↓
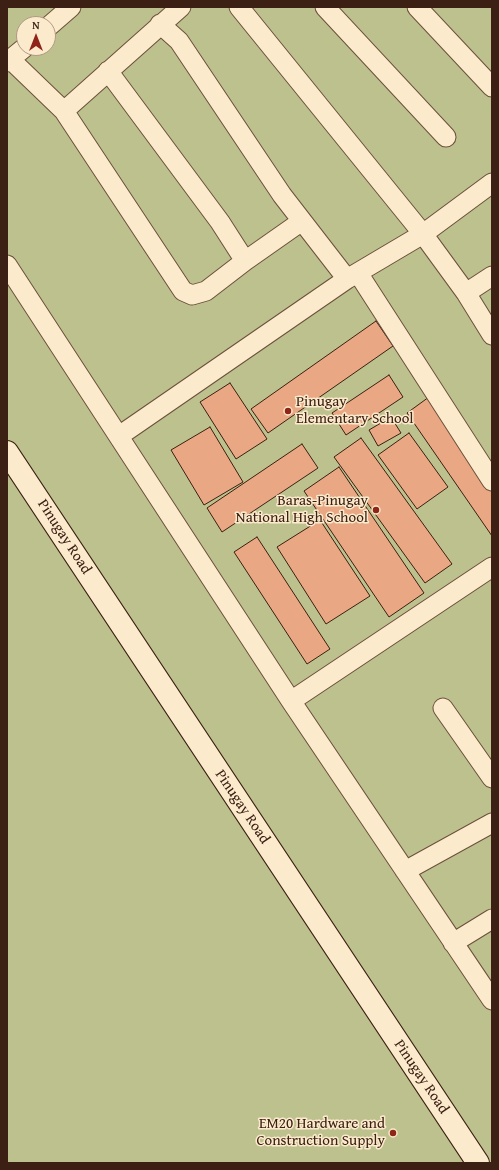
<!DOCTYPE html>
<style>
body{margin:0}
#map{position:relative;width:499px;height:1170px;overflow:hidden;background:#fbdeb2;font-family:"Gentium Book Plus",serif}
canvas{display:block}
.frame{position:absolute;inset:0;border:8px solid #3b2013;pointer-events:none}
.north{position:absolute;left:16px;top:16px;width:40px;height:40px;box-sizing:border-box;background:#fceacd;border:1px solid #af9983;border-radius:50%;rotate:0deg;font-size:11px;font-weight:700;line-height:16px;text-align:center;color:#3b2013}
.north::after{content:'';display:block;margin:auto;width:14px;height:18px;background:#8f2418;clip-path:polygon(50% 0,100% 100%,50% 72%,0 100%)}
</style>
<div id="map">
<canvas width="499" height="1170"></canvas>
<div class="frame"></div>
<div class="north">N</div>
</div>
<script>
const ctx = document.querySelector('canvas').getContext('2d');
ctx.lineJoin = 'round';
function paint(path, color) { ctx.fillStyle = color; ctx.fill(path, 'evenodd'); }
const toPath = rows => new Path2D(rows.map(r => 'M' + r).join(''));
function trace(path, color, width, dash) { ctx.strokeStyle = color; ctx.lineWidth = width; ctx.lineCap = dash ? 'butt' : 'round'; ctx.setLineDash(dash || []); ctx.stroke(path); }
function write(font, color, halo, rows, align = 'center') {
  ctx.font = font + ' "Gentium Book Plus",serif'; ctx.lineWidth = 3; ctx.setLineDash([]); ctx.textBaseline = 'middle'; ctx.strokeStyle = halo; ctx.fillStyle = color; for (const [text, x, y, turn = 0] of rows) {
    ctx.save(); ctx.translate(x, y); ctx.rotate((+turn || 0) * Math.PI / 180); ctx.textAlign = isNaN(turn) ? turn : align; if (halo) ctx.strokeText(text, 0, 0); ctx.fillText(text, 0, 0); ctx.restore();
  }
}
const green = toPath([
 [7,7,492,7,492,1163,7,1163],
 [24,24,48,24,48,48,24,48]
]);
const building = toPath([
 [376,321,393,346,268,433,251,409,376,321],
 [389,375,403,397,346,435,332,413,389,375],
 [230,383,267,439,236,459,200,402,230,383],
 [429,397,492,487,492,536,407,413,429,397],
 [391,417,401,433,378,446,369,430,391,417],
 [210,427,243,482,204,505,171,450,210,427],
 [409,433,448,487,417,509,378,455,409,433],
 [361,438,452,564,425,583,334,457,361,438],
 [302,444,318,468,222,532,207,508,302,444],
 [339,467,424,593,389,617,304,491,339,467],
 [320,520,370,596,326,624,277,547,320,520],
 [257,537,330,649,307,664,234,552,257,537]
]);
const street = toPath([
 [239,7,423,234,466,293,492,335],
 [325,7,446,137],
 [417,7,492,87],
 [160,24,179,41,282,195,347,279],
 [48,27,71,7],
 [10,59,64,111,183,291,192,295,206,291,245,261],
 [7,62,24,48],
 [108,71,220,222,245,261,302,221],
 [64,111,181,7],
 [7,265,291,701,492,1000],
 [358,273,492,481],
 [466,293,492,276],
 [119,436,347,279,423,234,492,183],
 [291,701,492,567],
 [443,708,492,778],
 [405,871,492,823],
 [453,943,492,919]
]);
const secondary = toPath([
 [7,452,478,1163]
]);
const markers = [
 [288,411,4,"#8f2418"],
 [376,510,4,"#8f2418"],
 [393,1133,4,"#8f2418"]
];
const poiNames = [
 ["Pinugay",296,402,"left"],
 ["Elementary School",296,419,"left"],
 ["Baras-Pinugay",368,501],
 ["National High School",368,518],
 ["EM20 Hardware and",385,1124],
 ["Construction Supply",385,1141]
];
const streetNames = [
 ["Pinugay Road",64,537,57],
 ["Pinugay Road",242,807,56],
 ["Pinugay Road",421,1077,56]
];
paint(green, '#bdc18d');
paint(building, '#e9a883');
trace(building, '#3b2013', 1);
trace(street, '#6b503b', 21);
trace(secondary, '#3b2013', 24);
trace(street, '#fceacd', 19);
trace(secondary, '#fceacd', 22);
for (const [x, y, r, color] of markers) { const dot = new Path2D(); dot.arc(x, y, r, 0, 2 * Math.PI); ctx.fillStyle = color; ctx.fill(dot); trace(dot, '#fceacd', 1.5); }
write('15px', '#3b2013', '#fceacd', poiNames, 'right');
write('15px', '#3b2013', '#fceacd', streetNames);
</script>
↑
• **What is required**:
State how many lines of the listing include the word "frame". Reply with the number alone.

• **Written answer**:
2